- Supreme Court of the United States

Decided March 3, 1975
- Full case name: Serfass v. United States
- Citations: 420 U.S. 377 (more)

Holding
- The Double Jeopardy Clause does not prohibit an appeal by the government of a pretrial dismissal because the criminal defendant has yet not been put in jeopardy by a trial.

Court membership
- Chief Justice Warren E. Burger Associate Justices William O. Douglas · William J. Brennan Jr. Potter Stewart · Byron White Thurgood Marshall · Harry Blackmun Lewis F. Powell Jr. · William Rehnquist

Case opinions
- Majority: Burger
- Dissent: Douglas

Laws applied
- Double Jeopardy Clause

= Serfass v. United States =

Serfass v. United States, , was a United States Supreme Court case in which the court held that the Double Jeopardy Clause does not prohibit an appeal by the government of a pretrial dismissal because the criminal defendant has yet not been put in jeopardy by a trial.

==Background==

Serfass, who had submitted a post-induction order claim for conscientious objector status to his local board, was later indicted for willful failure to report for and submit to induction into the Armed Forces.
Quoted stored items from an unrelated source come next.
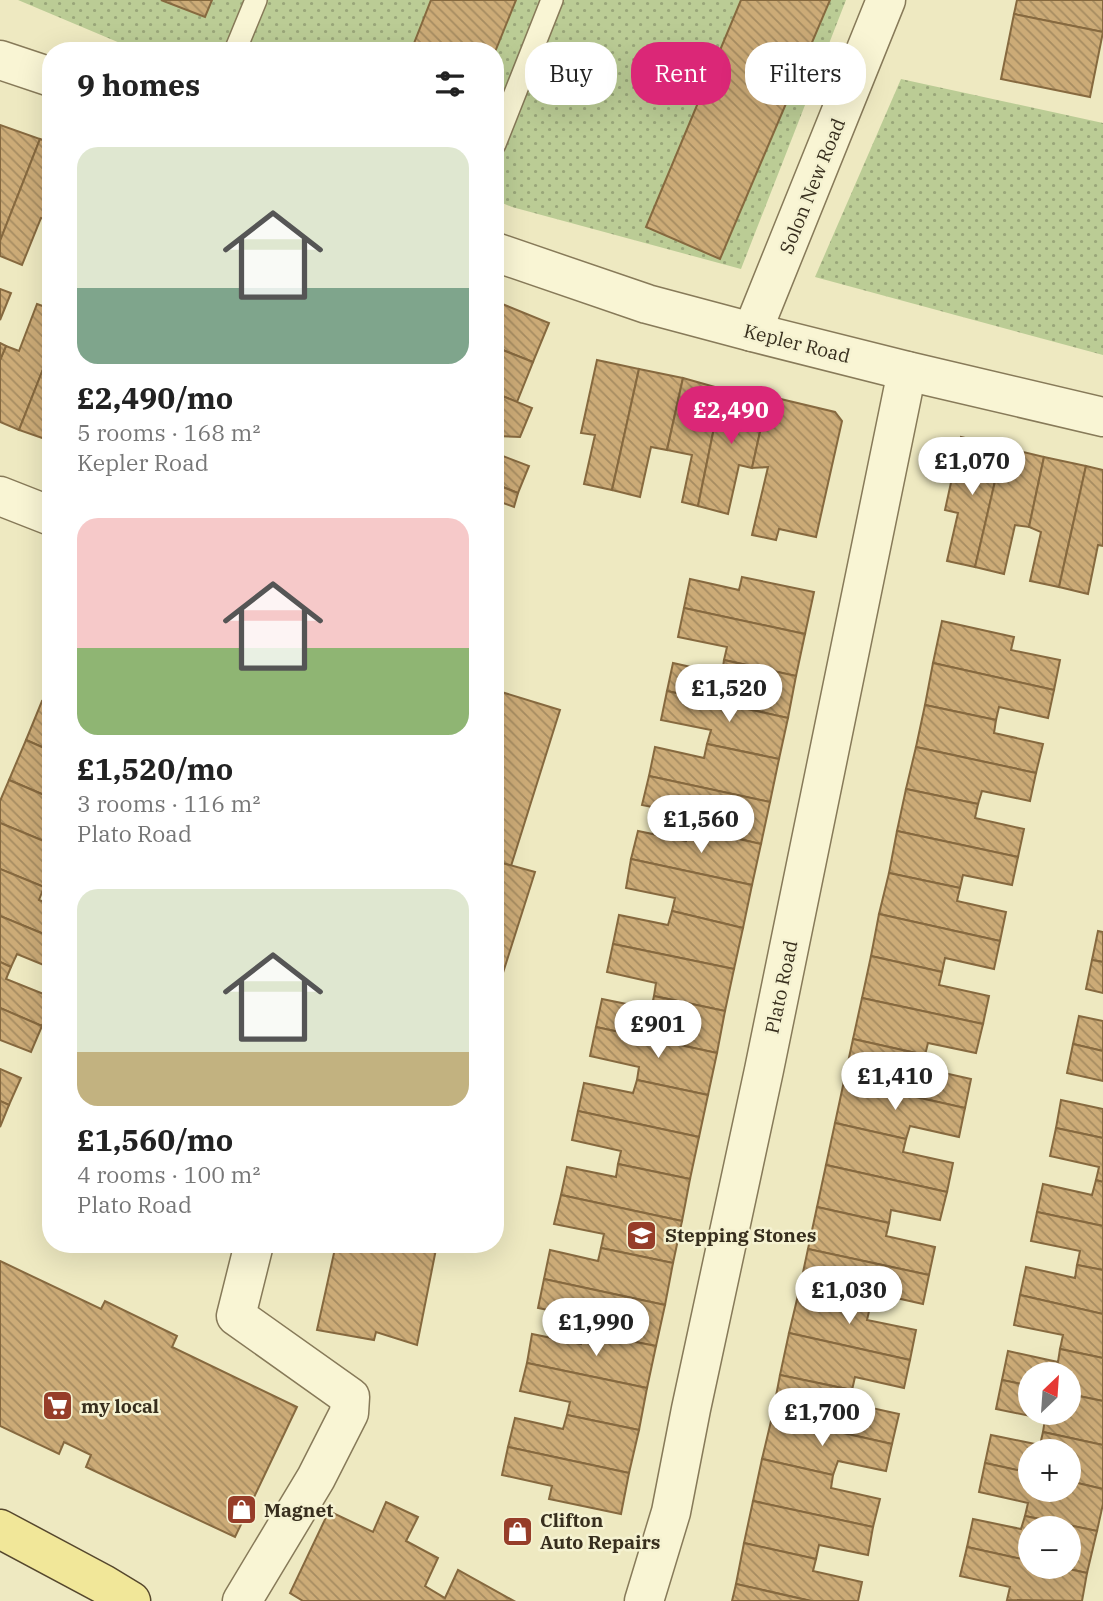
<!DOCTYPE html>
<html lang="en">
<head>
<meta charset="utf-8">
<style>
  :root { --surface:#fff; --page:#f6f6f6; --text:#222; --muted:#767676; --accent:#db2777 }
  body { margin:0; font-family:"IBM Plex Serif",serif; background:var(--page); color:var(--text); height:100vh; display:flex; flex-direction:column; font-size:26px; white-space:nowrap }
  * { box-sizing:border-box; margin:0 }
  p { font-size:23px; color:var(--muted) }
  .icon { flex:none; width:38px; height:38px; fill:none; stroke:currentColor; stroke-width:2; stroke-linecap:round; stroke-linejoin:round }
  .map { position:relative; flex:1; overflow:hidden }
  .side { position:absolute; left:42px; top:42px; width:462px; height:1211px; display:flex; flex-direction:column; background:var(--surface); border-radius:28px; box-shadow:0 7px 28px #0002 }
  .side>* { flex:none }
  .top-card { position:absolute; left:525px; top:42px; width:472px; height:63px; display:flex; gap:14px }
  .needle { width:46px; rotate:25deg }
  .controls { position:absolute; left:1018px; top:1362px; display:grid; gap:14px }
  .controls a { display:grid; place-items:center; width:63px; height:63px; border-radius:50%; background:var(--surface); box-shadow:0 7px 28px #0002; font-size:35px }
  .price { position:absolute; translate:-50% -60px; padding:0 16px; border-radius:24px; background:#fff; color:#222; font-size:23px; line-height:46px; filter:drop-shadow(0 2px 4px #0008) }
  .price::after { content:''; position:absolute; left:50%; top:42px; width:21px; height:16px; margin-left:-10px; background:inherit; clip-path:polygon(0 0,100% 0,50% 100%) }
  .price.selected { background:var(--accent); color:#fff }
  ul { padding:0; list-style:none }
  li { display:grid; align-content:center; gap:14px; height:371px; padding:0 35px }
  li span { display:grid; place-items:center; height:217px; border-radius:21px; color:#555 }
  li>.icon { margin-inline-start:auto }
  span .icon { width:126px; height:126px; fill:#fffc; stroke-width:1 }
  li b { font-size:30px }
  h2 { display:flex; justify-content:space-between; align-items:center; height:84px; padding:0 35px; font-size:30px }
  .chip { padding:0 24px; border-radius:28px; background:var(--surface); box-shadow:0 7px 28px #0002; font-size:24px; line-height:63px }
  .chip.selected { background:var(--accent); color:#fff }
  .map>svg:first-child { display:block }
</style>
</head>
<body>
<div class="map">
<svg width="1103" height="1601" viewBox="0 0 1103 1601">
  <defs>
    <pattern id="grass-dots" width="8" height="8" patternUnits="userSpaceOnUse" patternTransform="scale(1.75)"><rect width="8" height="8" fill="#bbcc95"/><path d="M2 2h.1M6 6h.1" fill="none" stroke="#99a679" stroke-width="1.8" stroke-linecap="round"/></pattern>
    <pattern id="building-back-hatch" width="6" height="6" patternUnits="userSpaceOnUse" patternTransform="scale(1.75)"><rect width="6" height="6" fill="#ccab77"/><path d="M-1 5l2 2M0 0l6 6M5-1l2 2" fill="none" stroke="#a68c61"/></pattern>
  </defs>
  <rect width="100%" height="100%" fill="#eee9c1"/>
  <g fill="url(#grass-dots)">
    <path d="M18,0H846L741,269L512,207L495,200V51H139Z"/>
    <path d="M901,79L1103,123V355L815,277Z"/>
  </g>
  <g fill="url(#building-back-hatch)" stroke="#86693f" stroke-width="2">
    <path d="M161,0H212L205,17Z"/>
    <path d="M431,0H516L495,52V51H411Z"/>
    <path d="M741,0H830L720,259L646,227Z"/>
    <path d="M1017,0H1103V32L1014,14Z"/>
    <path d="M1014,14L1103,32L1090,97L1001,79Z"/>
    <path d="M0,125L40,139L0,241Z"/>
    <path d="M40,139L51,143V221L41,218L22,265L0,256V241Z"/>
    <path d="M0,289L11,293L0,320Z"/>
    <path d="M495,301L549,323L533,362L495,347Z"/>
    <path d="M37,304L51,309V349L19,430L0,422V360L6,346L19,351Z"/>
    <path d="M0,343L6,346L0,360Z"/>
    <path d="M495,347L533,362L517,402L495,393Z"/>
    <path d="M51,349V441L19,430Z"/>
    <path d="M597,360L639,369L612,490L584,484L595,435L581,433Z"/>
    <path d="M639,369L683,378L667,450L651,447L640,497L612,490Z"/>
    <path d="M683,378L722,389L698,506L682,502L692,455L667,450Z"/>
    <path d="M722,389L768,396L752,468L739,465L728,514L698,506Z"/>
    <path d="M495,393L532,408L520,437L495,436Z"/>
    <path d="M768,396L835,412L842,421L816,537L779,529L776,540L752,535L768,467L752,468Z"/>
    <path d="M961,437L1003,447L975,567L947,561L958,513L945,510Z"/>
    <path d="M1003,447L1044,457L1029,527L1015,525L1004,574L975,567Z"/>
    <path d="M495,453L529,466L518,493L495,484Z"/>
    <path d="M1044,457L1086,466L1059,587L1030,581L1041,532L1029,527Z"/>
    <path d="M1086,466L1103,470V546L1098,545L1088,594L1059,587Z"/>
    <path d="M495,484L518,493L514,507L495,500Z"/>
    <path d="M495,537L501,539L495,554Z"/>
    <path d="M742,577L814,592L805,634L684,608L690,579L739,590Z"/>
    <path d="M684,608L805,634L796,676L724,660L727,647L678,637Z"/>
    <path d="M942,621L1014,637L1011,650L1060,660L1054,690L933,663Z"/>
    <path d="M724,660L796,676L788,718L667,691L673,663L722,674Z"/>
    <path d="M933,663L1054,690L1048,718L999,707L996,720L925,705Z"/>
    <path d="M495,690L560,710L511,866L495,861Z"/>
    <path d="M667,691L788,718L779,759L707,744L711,730L661,720Z"/>
    <path d="M42,701L51,704V751L26,740Z"/>
    <path d="M925,705L996,720L994,733L1043,744L1036,773L916,747Z"/>
    <path d="M26,740L51,751V798L9,780Z"/>
    <path d="M707,744L779,759L770,802L649,776L655,747L704,758Z"/>
    <path d="M916,747L1036,773L1030,801L982,791L978,804L906,789Z"/>
    <path d="M649,776L770,802L761,844L690,828L692,815L642,805Z"/>
    <path d="M9,780L51,798V844L0,823V801Z"/>
    <path d="M906,789L978,804L975,818L1024,829L1018,857L897,831Z"/>
    <path d="M0,823L51,844V876L49,875L44,887L0,869Z"/>
    <path d="M690,828L761,844L752,885L631,859L638,831L686,841Z"/>
    <path d="M897,831L1018,857L1012,885L963,875L960,888L889,873Z"/>
    <path d="M631,859L752,885L743,928L672,911L675,898L626,888Z"/>
    <path d="M495,861L535,872L495,998Z"/>
    <path d="M0,869L44,887L39,900L51,905V937L0,916Z"/>
    <path d="M889,873L960,888L957,901L1006,912L1000,941L879,914Z"/>
    <path d="M672,911L743,928L734,969L613,944L619,915L668,925Z"/>
    <path d="M879,914L1000,941L994,969L945,958L942,972L871,956Z"/>
    <path d="M0,916L51,937V968L17,954L11,967L0,962Z"/>
    <path d="M1098,931L1103,932V962L1092,960Z"/>
    <path d="M613,944L734,969L725,1011L654,996L656,983L607,972Z"/>
    <path d="M871,956L942,972L939,985L989,996L983,1024L862,998Z"/>
    <path d="M1092,960L1103,962V993L1086,989Z"/>
    <path d="M0,962L11,967L6,979L51,997V1004L42,1026L0,1008Z"/>
    <path d="M654,996L725,1011L717,1053L596,1027L602,999L651,1009Z"/>
    <path d="M862,998L983,1024L976,1053L928,1043L925,1055L853,1039Z"/>
    <path d="M0,1008L42,1026L31,1052L0,1040Z"/>
    <path d="M1079,1016L1103,1021V1051L1073,1044Z"/>
    <path d="M596,1027L717,1053L708,1095L637,1080L639,1067L590,1056Z"/>
    <path d="M853,1039L925,1055L922,1068L971,1079L965,1108L844,1081Z"/>
    <path d="M1073,1044L1103,1051V1081L1067,1073Z"/>
    <path d="M0,1069L21,1078L9,1105L0,1101Z"/>
    <path d="M637,1080L708,1095L699,1137L578,1111L584,1083L633,1093Z"/>
    <path d="M844,1081L965,1108L959,1137L910,1126L906,1139L835,1123Z"/>
    <path d="M1061,1100L1103,1109V1138L1056,1128Z"/>
    <path d="M0,1101L9,1105L0,1127Z"/>
    <path d="M578,1111L699,1137L690,1179L618,1164L621,1151L572,1140Z"/>
    <path d="M835,1123L906,1139L903,1152L953,1163L947,1192L826,1165Z"/>
    <path d="M1056,1128L1103,1138V1182L1096,1180L1099,1167L1050,1156Z"/>
    <path d="M618,1164L690,1179L682,1221L561,1195L567,1167L616,1177Z"/>
    <path d="M826,1165L947,1192L940,1220L891,1210L889,1223L817,1207Z"/>
    <path d="M1096,1180L1103,1182V1226L1037,1212L1043,1184L1092,1195Z"/>
    <path d="M561,1195L682,1221L673,1263L601,1248L604,1234L554,1224Z"/>
    <path d="M817,1207L889,1223L886,1236L935,1247L929,1275L808,1249Z"/>
    <path d="M1037,1212L1103,1226V1270L1077,1265L1080,1251L1031,1241Z"/>
    <path d="M336,1244H437L417,1345L376,1332L374,1340L317,1330Z"/>
    <path d="M601,1248L673,1263L665,1305L544,1279L550,1250L598,1261Z"/>
    <path d="M808,1249L929,1275L923,1304L874,1293L870,1307L799,1291Z"/>
    <path d="M0,1261L101,1309L105,1301L177,1336L172,1347L297,1407L235,1537L86,1467L91,1455L64,1442L59,1454L0,1426Z"/>
    <path d="M1077,1265L1103,1270V1314L1020,1295L1026,1267L1075,1278Z"/>
    <path d="M544,1279L665,1305L656,1346L584,1332L587,1318L538,1308Z"/>
    <path d="M799,1291L870,1307L867,1320L916,1330L910,1360L789,1333Z"/>
    <path d="M1020,1295L1103,1314V1358L1060,1349L1063,1335L1014,1325Z"/>
    <path d="M584,1332L656,1346L647,1388L527,1363L532,1334L581,1344Z"/>
    <path d="M789,1333L910,1360L904,1388L855,1377L852,1390L780,1375Z"/>
    <path d="M1060,1349L1103,1358V1401L1069,1394V1374H1031V1386L1002,1380L1008,1351L1058,1362Z"/>
    <path d="M527,1363L647,1388L639,1430L567,1415L570,1402L520,1391Z"/>
    <path d="M780,1375L852,1390L849,1403L899,1414L892,1444L772,1417Z"/>
    <path d="M1002,1380L1031,1386V1412H1069V1394L1103,1401V1445L1043,1432L1045,1419L996,1409Z"/>
    <path d="M567,1415L639,1430L629,1473L508,1447L515,1418L563,1429Z"/>
    <path d="M772,1417L892,1444L886,1471L838,1461L833,1475L762,1459Z"/>
    <path d="M1043,1432L1103,1445V1489L1069,1481V1451H1031V1473L985,1463L991,1435L1040,1445Z"/>
    <path d="M508,1447L629,1473L621,1514L549,1499L552,1486L502,1475Z"/>
    <path d="M762,1459L833,1475L831,1488L880,1499L873,1527L753,1501Z"/>
    <path d="M985,1463L1031,1473V1489H1069V1481L1103,1489V1504L1097,1531L1025,1516L1028,1503L979,1492Z"/>
    <path d="M753,1501L873,1527L868,1555L819,1545L816,1559L744,1543Z"/>
    <path d="M386,1502L418,1517L406,1541L438,1558L425,1586L445,1598L458,1570L514,1601H303L290,1593L329,1511L373,1532Z"/>
    <path d="M1025,1516L1097,1531L1087,1573L1055,1566H1069V1528H1031V1561L967,1547L973,1519L1021,1529Z"/>
    <path d="M744,1543L816,1559L813,1571L862,1582L858,1601H811L736,1584Z"/>
    <path d="M967,1547L1031,1561V1566H1055L1087,1573L1082,1601L1007,1600L1010,1587L960,1576Z"/>
    <path d="M736,1584L811,1601H732Z"/>
  </g>
  <g fill="none" stroke-linecap="round" stroke-linejoin="round">
    <defs>
      <g id="lane">
        <path d="M235,51L256,0"/>
        <path d="M495,144L552,0"/>
      </g>
      <g id="street">
        <path d="M0,60L51,77"/>
        <path d="M495,252L647,304L752,332L907,371L1103,417"/>
        <path d="M752,332L886,0"/>
        <path d="M0,496L51,516"/>
        <path d="M242,1601L316,1478L349,1413L350,1397L236,1316L254,1244"/>
        <path d="M644,1601L671,1512L691,1409L764,1070L907,371"/>
      </g>
      <path id="primary" d="M0,1529L103,1584L131,1601"/>
    </defs>
    <use href="#lane" stroke="#877a59" stroke-width="24"/>
    <use href="#street" stroke="#877a59" stroke-width="41"/>
    <use href="#primary" stroke="#55472d" stroke-width="41"/>
    <use href="#lane" stroke="#f9f5d4" stroke-width="21"/>
    <use href="#street" stroke="#f9f5d4" stroke-width="38"/>
    <use href="#primary" stroke="#f1e799" stroke-width="38"/>
  </g>
  <defs>
    <symbol id="school-square" viewBox="-11 -11 22 22"><rect x="-9" y="-9" width="18" height="18" rx="4" fill="#963d29" stroke="#f5f2d1"/><path d="M0-5L7-2L0 1L-7-2ZM-4 1L0 2.5L4 1V4Q0 6-4 4Z" fill="#fff"/></symbol>
    <symbol id="supermarket-square" viewBox="-11 -11 22 22"><rect x="-9" y="-9" width="18" height="18" rx="4" fill="#963d29" stroke="#f5f2d1"/><path d="M-6-5.5h2.5l.6 2H6L4.5 2H-2.5L-4.4-4H-6ZM-1.5 3.2a1.3 1.3 0 1 0 .1 0ZM3 3.2a1.3 1.3 0 1 0 .1 0Z" fill="#fff"/></symbol>
    <symbol id="shop-square" viewBox="-11 -11 22 22"><rect x="-9" y="-9" width="18" height="18" rx="4" fill="#963d29" stroke="#f5f2d1"/><path d="M-5-2.5h2.3a2.7 3.5 0 0 1 5.4 0H5L5.5 6h-11ZM-1.5-2.5h3a1.5 2.3 0 0 0-3 0Z" fill="#fff"/></symbol>
  </defs>
  <g fill-rule="evenodd">
    <use href="#school-square" x="624" y="1218" width="35" height="35"/>
    <use href="#supermarket-square" x="40" y="1388" width="35" height="35"/>
    <use href="#shop-square" x="224" y="1492" width="35" height="35"/>
    <use href="#shop-square" x="500" y="1514" width="35" height="35"/>
  </g>
  <g text-anchor="middle" stroke-width="5" stroke-linejoin="round" paint-order="stroke">
    <g font-size="19" fill="#372e1d" stroke="#f5f2d1">
      <text transform="translate(812 186) rotate(-68)" y="7">Solon New Road</text>
      <text transform="translate(797 343) rotate(14)" y="7">Kepler Road</text>
      <text transform="translate(781 987) rotate(-78)" y="7">Plato Road</text>
    </g>
    <g font-size="19" font-weight="bold" fill="#372e1d" stroke="#f5f2d1" text-anchor="start">
      <text x="665" y="1242">Stepping Stones</text>
      <text x="81" y="1413">my local</text>
      <text x="264" y="1517">Magnet</text>
      <text x="540" y="1527">Clifton<tspan x="540" dy="22">Auto Repairs</tspan></text>
    </g>
  </g>
</svg>
<div class="controls">
<a><svg class="needle" viewBox="-14 -14 28 28"><path d="M0-13l5 13h-10z" fill="#e53935"/><path d="M0 13l5-13h-10z" fill="#767676"/></svg></a>
<a>+</a>
<a>−</a>
</div>
<b class="price selected" style="left:731px;top:446px">£2,490</b>
<b class="price" style="left:972px;top:497px">£1,070</b>
<b class="price" style="left:729px;top:724px">£1,520</b>
<b class="price" style="left:701px;top:855px">£1,560</b>
<b class="price" style="left:658px;top:1060px">£901</b>
<b class="price" style="left:895px;top:1112px">£1,410</b>
<b class="price" style="left:849px;top:1326px">£1,030</b>
<b class="price" style="left:596px;top:1358px">£1,990</b>
<b class="price" style="left:822px;top:1448px">£1,700</b>
<div class="top-card">
<a class="chip">Buy</a>
<a class="chip selected">Rent</a>
<a class="chip">Filters</a>
</div>
<section class="side">
<h2>9 homes<svg class="icon" aria-label="filters" viewBox="0 0 24 24"><path d="M4 7h16M4 17h16"/><circle cx="9" cy="7" r="2"/><circle cx="15" cy="17" r="2"/></svg></h2>
<ul>
<li><span style="background:linear-gradient(#dfe7d0 65%,#7fa58c 0)"><svg class="icon" aria-label="home" viewBox="0 0 24 24"><path d="M3 11l9-7 9 7M6 9v11h12V9"/></svg></span><div><b>£2,490/mo</b><p>5 rooms · 168 m²</p><p>Kepler Road</p></div></li>
<li><span style="background:linear-gradient(#f6c9c9 60%,#8fb573 0)"><svg class="icon" aria-label="home" viewBox="0 0 24 24"><path d="M3 11l9-7 9 7M6 9v11h12V9"/></svg></span><div><b>£1,520/mo</b><p>3 rooms · 116 m²</p><p>Plato Road</p></div></li>
<li><span style="background:linear-gradient(#dfe7d0 75%,#c2b280 0)"><svg class="icon" aria-label="home" viewBox="0 0 24 24"><path d="M3 11l9-7 9 7M6 9v11h12V9"/></svg></span><div><b>£1,560/mo</b><p>4 rooms · 100 m²</p><p>Plato Road</p></div></li>
</ul>
</section>
</div>
</body>
</html>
He filed a pretrial motion to dismiss the indictment on the ground that the local board did not state adequate reasons for refusing to reopen his file, an affidavit supporting that motion, and a motion to postpone the trial "for the reason that a Motion to Dismiss has been simultaneously filed, and the expeditious administration of justice will be served best by considering the Motion prior to trial."

The federal District Court dismissed the indictment, noting that the material facts were derived from the affidavit, Serfass's Selective Service file, and a stipulation that the information Serfass had submitted to the board "establishes a prima facie claim for conscientious objector status based upon late crystallization." The court held that dismissal of the indictment was appropriate because Serfass was entitled to full consideration of his claim before he was assigned to combatant training and because the local board's statement of reasons for its refusal to reopen petitioner's file was "sufficiently ambiguous to be reasonably construed as a rejection on the merits, thereby prejudicing his right to in service review." The Government appealed under 18 U.S.C. § 3731. The Third Circuit Court of Appeals, rejecting Serfass's contention that it lacked jurisdiction under § 3731 because the Double Jeopardy Clause barred further prosecution, reversed.

==Opinion of the court==

The Supreme Court issued an opinion on March 3, 1975.